=== What to do ===
Exactly the lines from the line with "Instruction: Describe this" through the final line of the records below, both ends included, are to be set down. Do not include pictures.
____________________
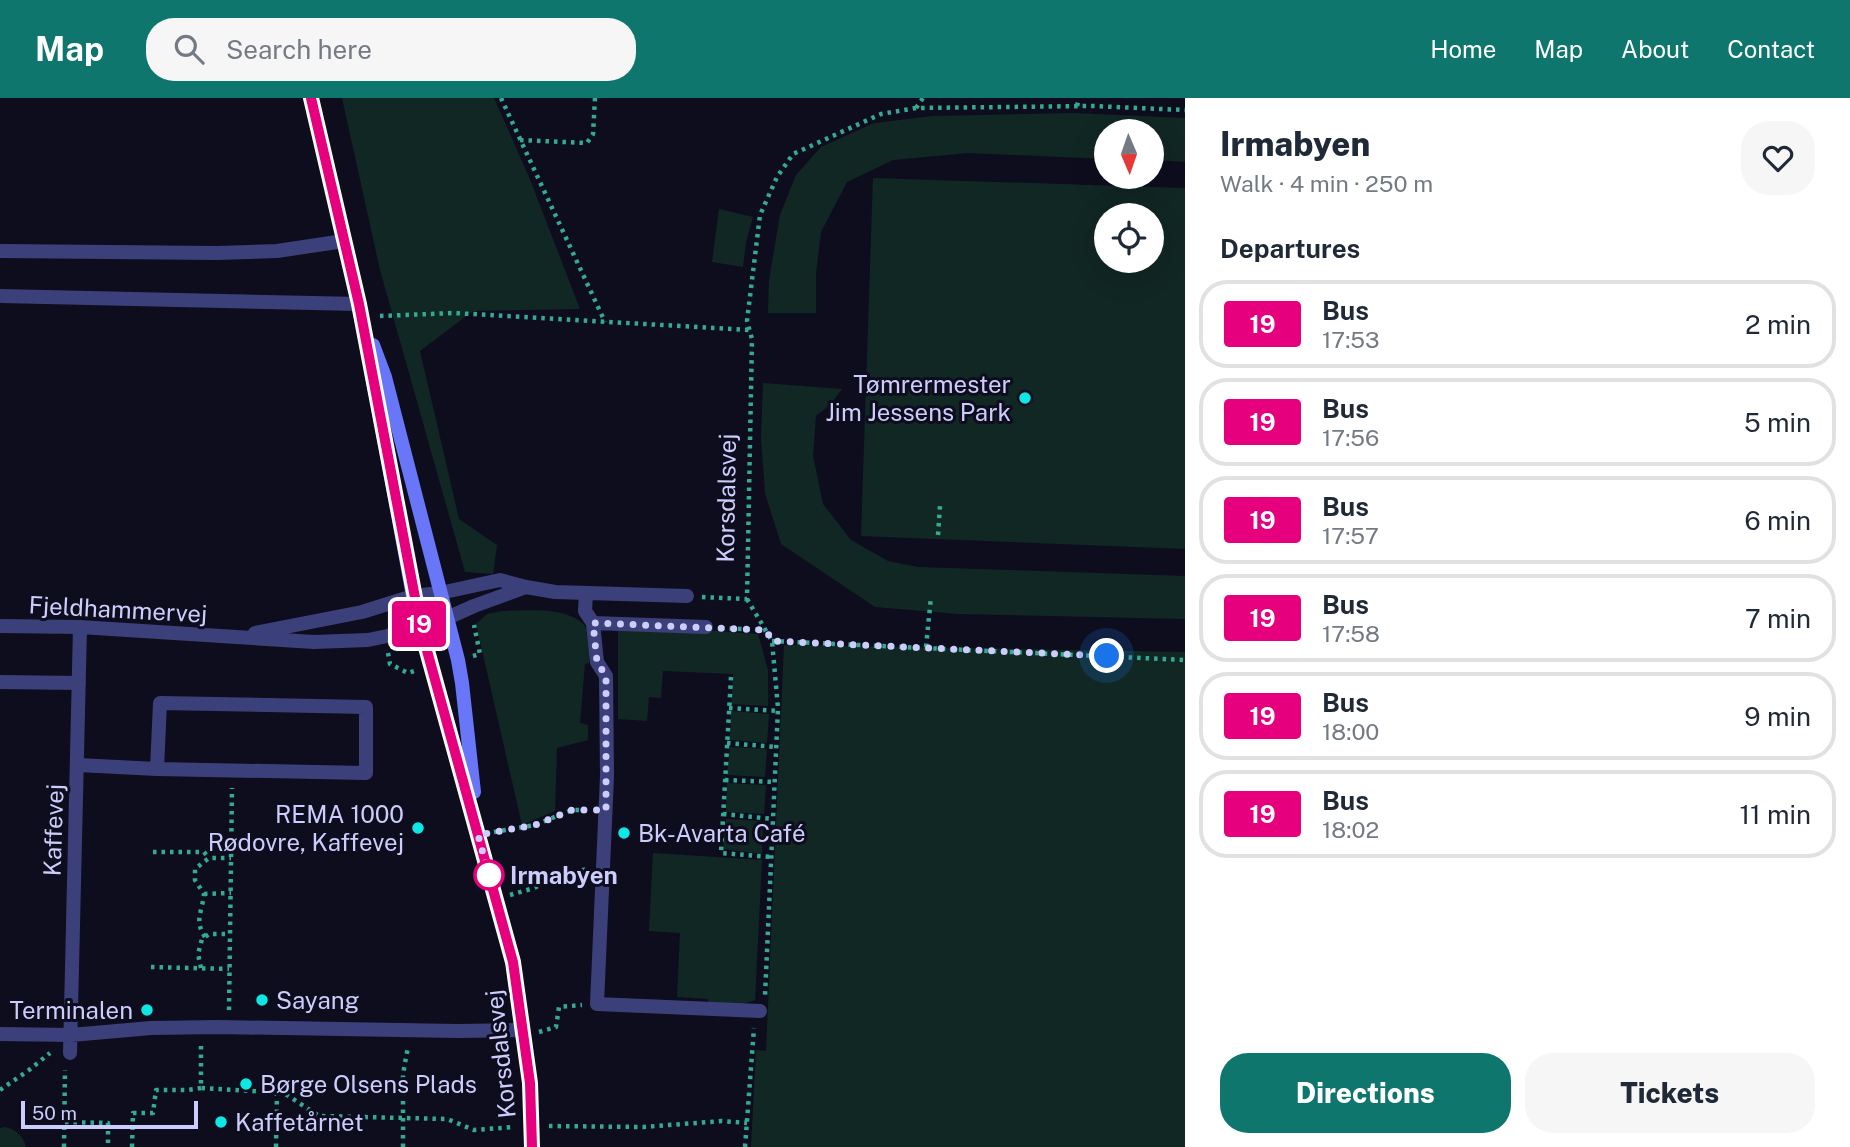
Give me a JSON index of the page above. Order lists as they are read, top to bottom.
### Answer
{
  "streets": {
    "street": ["Korsdalsvej", "Fjeldhammervej", "Kaffevej"]
  },
  "crossings": [
    ["Korsdalsvej", "Fjeldhammervej"],
    ["Fjeldhammervej", "Kaffevej"]
  ],
  "places": [
    "Tømrermester Jim Jessens Park",
    "REMA 1000 Rødovre, Kaffevej",
    "Bk-Avarta Café",
    "Irmabyen",
    "Sayang",
    "Terminalen",
    "Børge Olsens Plads",
    "Kaffetårnet"
  ],
  "lines": ["bus line 19"],
  "scale_bar": "50 m",
  "north": "bottom",
  "page": {
    "header": "Map",
    "search": "Search here",
    "nav": [
      "Home",
      "Map",
      "About",
      "Contact"
    ],
    "on_map": "19",
    "heading": [
      ["Irmabyen", "Walk · 4 min · 250 m"],
      "Departures"
    ],
    "list": [
      {
        "mark": "19",
        "name": "Bus",
        "note": "17:53",
        "value": "2 min"
      },
      {
        "mark": "19",
        "name": "Bus",
        "note": "17:56",
        "value": "5 min"
      },
      {
        "mark": "19",
        "name": "Bus",
        "note": "17:57",
        "value": "6 min"
      },
      {
        "mark": "19",
        "name": "Bus",
        "note": "17:58",
        "value": "7 min"
      },
      {
        "mark": "19",
        "name": "Bus",
        "note": "18:00",
        "value": "9 min"
      },
      {
        "mark": "19",
        "name": "Bus",
        "note": "18:02",
        "value": "11 min"
      }
    ],
    "buttons": ["Directions", "Tickets"],
    "scale": "50 m"
  }
}
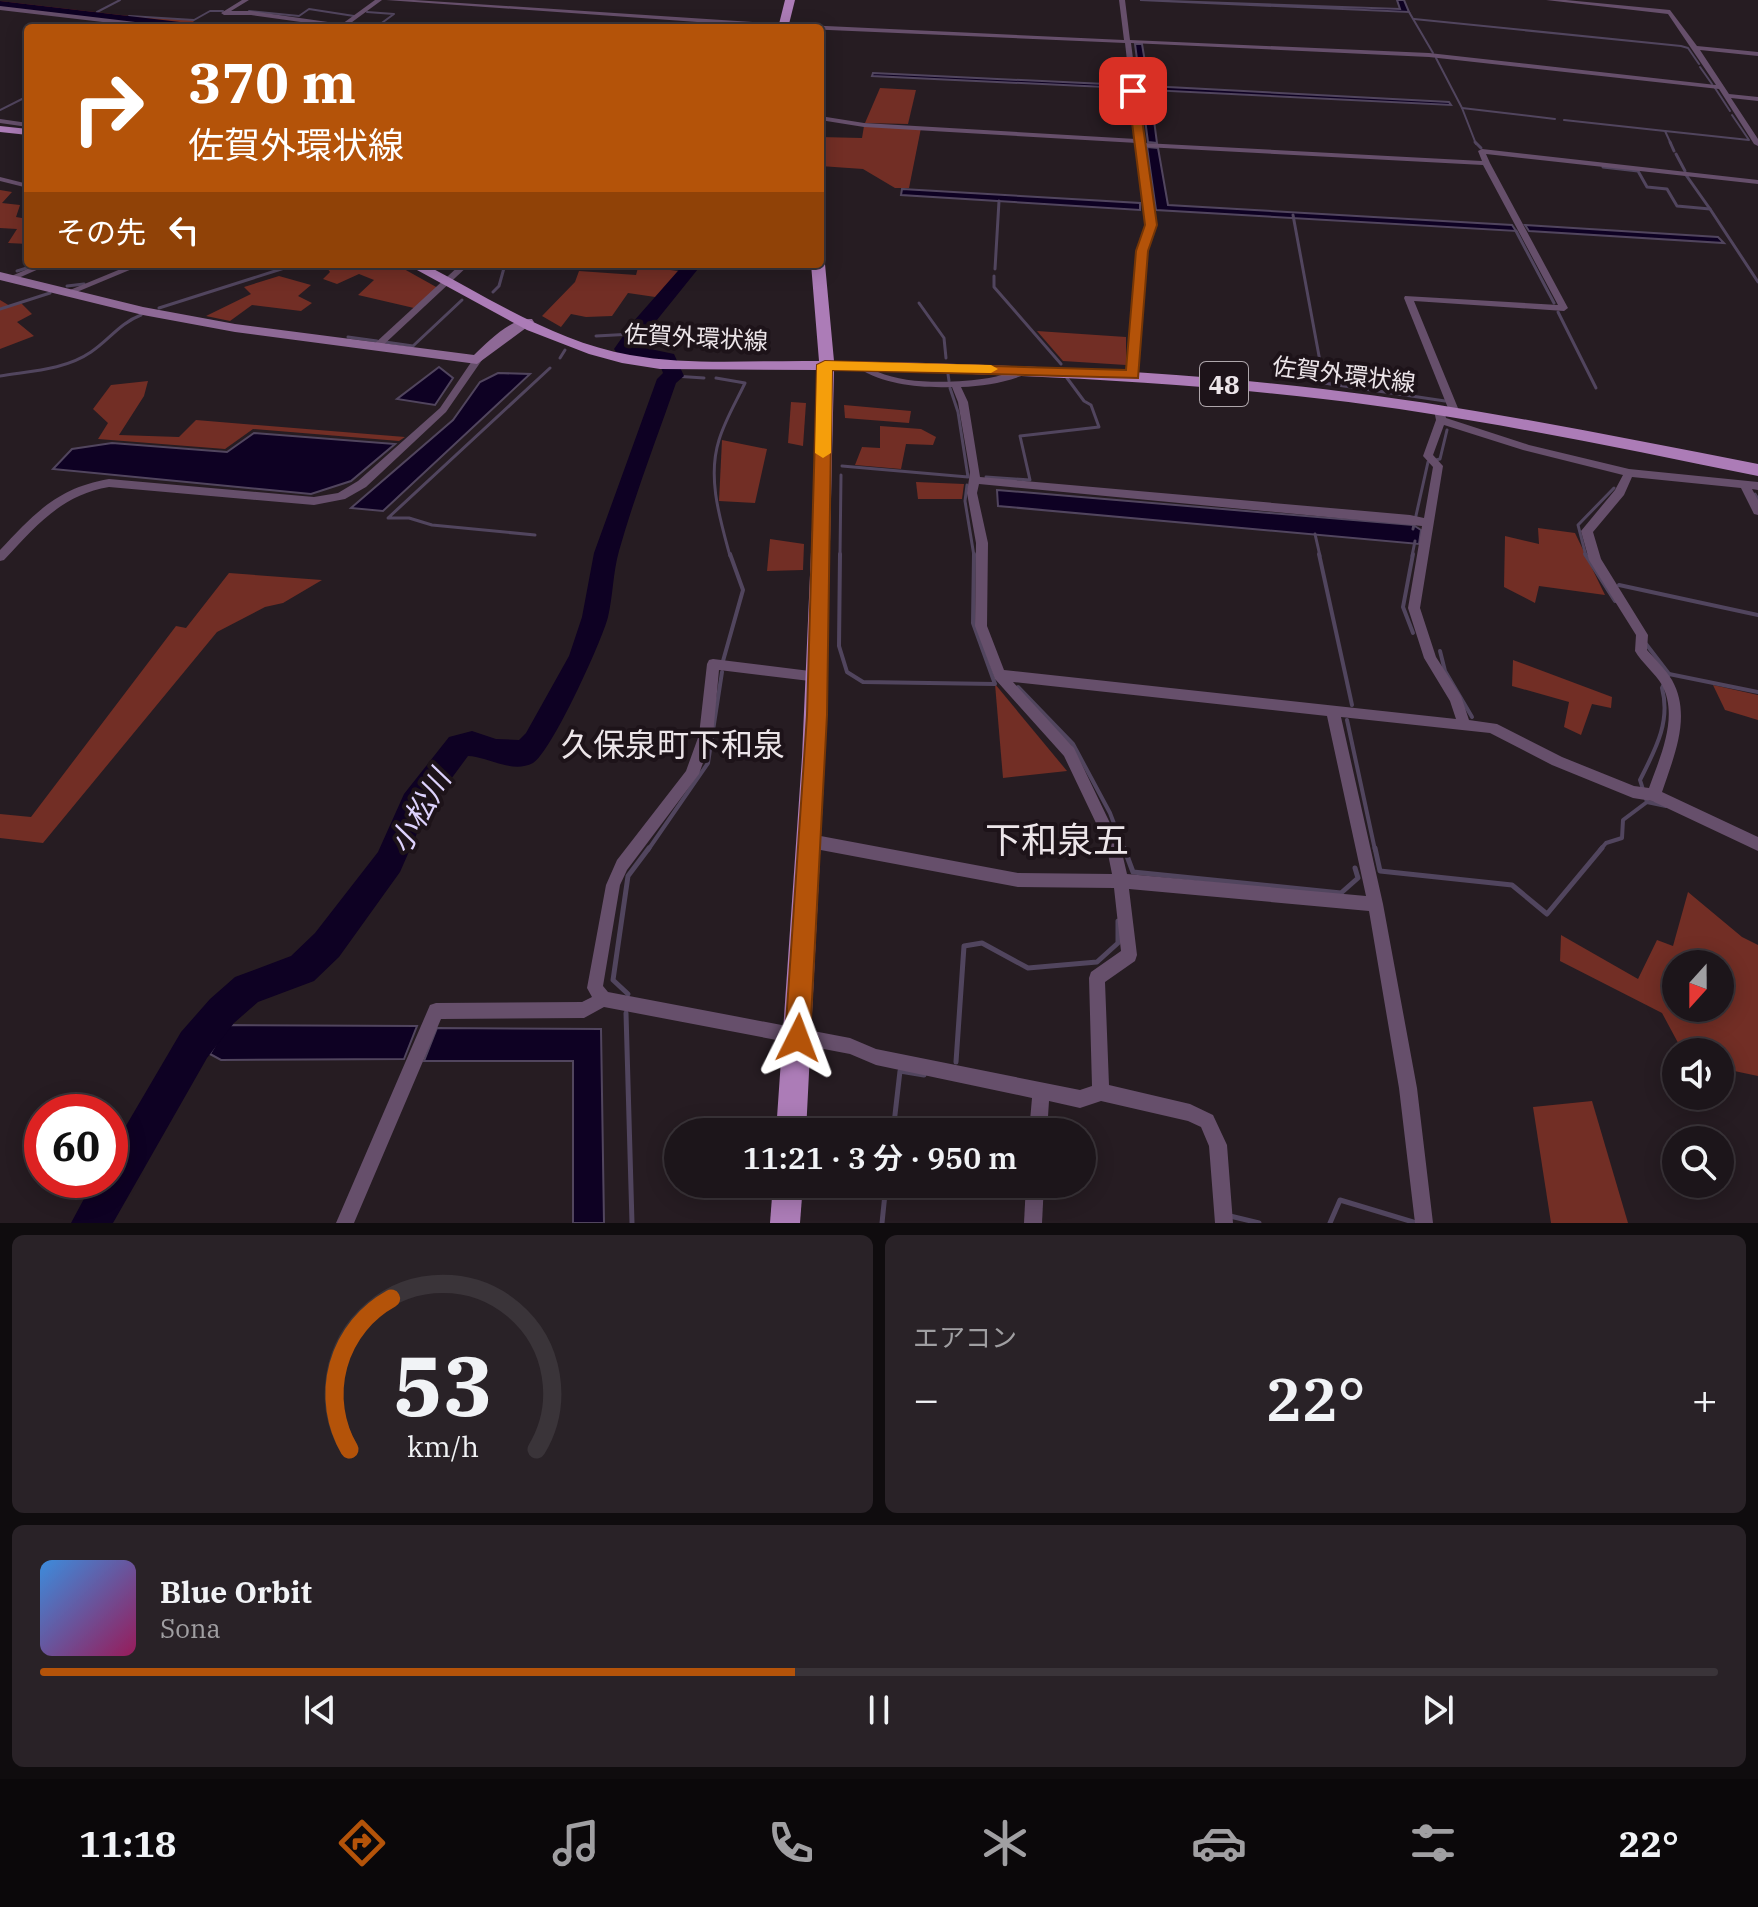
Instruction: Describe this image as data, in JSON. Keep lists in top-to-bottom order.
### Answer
{
  "streets": {
    "main road": ["佐賀外環状線", "48"]
  },
  "districts": ["久保泉町下和泉", "下和泉五"],
  "water": ["小松川"],
  "north": "bottom",
  "page": {
    "turn": ["370 m", "佐賀外環状線"],
    "then": "その先",
    "limit": "60",
    "trip": "11:21 · 3 分 · 950 m",
    "tile": "エアコン",
    "heat": ["−", "22°", "+"],
    "song": ["Blue Orbit", "Sona"],
    "tabs": ["11:18", "22°"],
    "gauge": ["53", "km/h"]
  }
}
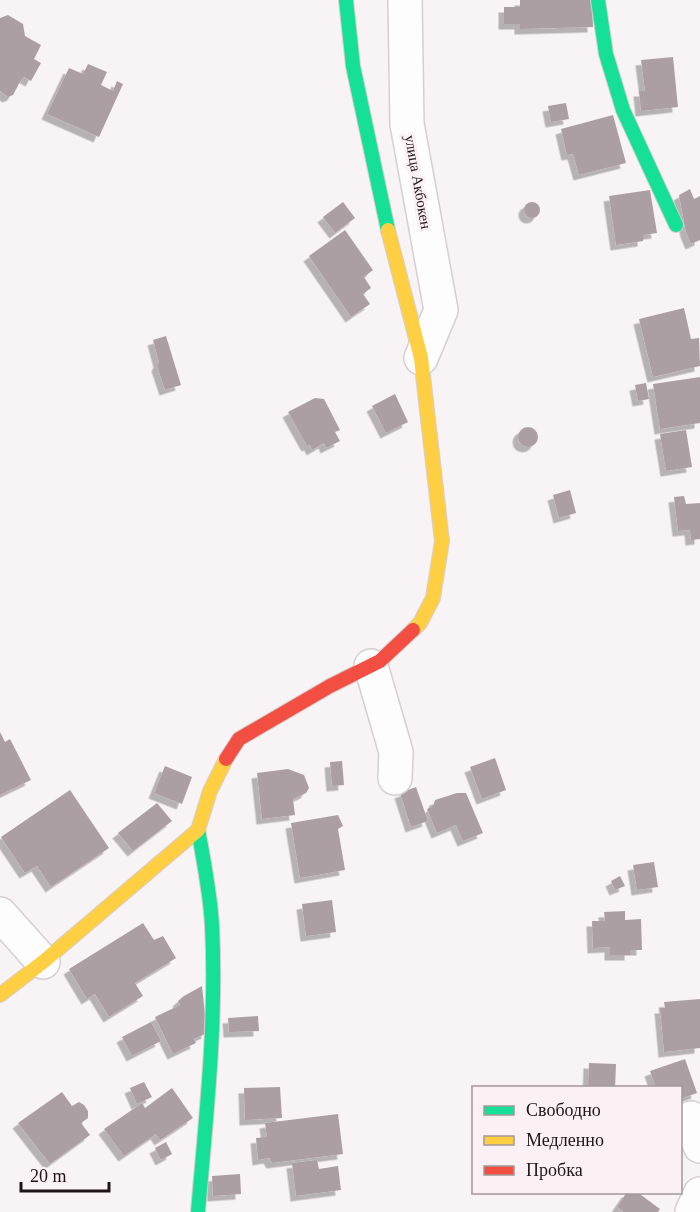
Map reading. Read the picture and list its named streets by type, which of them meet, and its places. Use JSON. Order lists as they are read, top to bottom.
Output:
{
  "streets": {
    "street": ["улица Акбокен"]
  },
  "legend": ["Свободно", "Медленно", "Пробка"],
  "scale_bar": "20 m"
}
____________________
=== Task result ===
Instruction: Describe this image as data, in JSON. Keep lists in top-to-bottom order.
### Answer
{
  "streets": {
    "main road": ["佐賀外環状線", "48"]
  },
  "districts": ["久保泉町下和泉", "下和泉五"],
  "water": ["小松川"],
  "north": "bottom",
  "page": {
    "turn": ["370 m", "佐賀外環状線"],
    "then": "その先",
    "limit": "60",
    "trip": "11:21 · 3 分 · 950 m",
    "tile": "エアコン",
    "heat": ["−", "22°", "+"],
    "song": ["Blue Orbit", "Sona"],
    "tabs": ["11:18", "22°"],
    "gauge": ["53", "km/h"]
  }
}
Map reading. Read the picture and list its named streets by type, which of them meet, and its places. Use JSON. Order lists as they are read, top to bottom.
Output:
{
  "streets": {
    "street": ["улица Акбокен"]
  },
  "legend": ["Свободно", "Медленно", "Пробка"],
  "scale_bar": "20 m"
}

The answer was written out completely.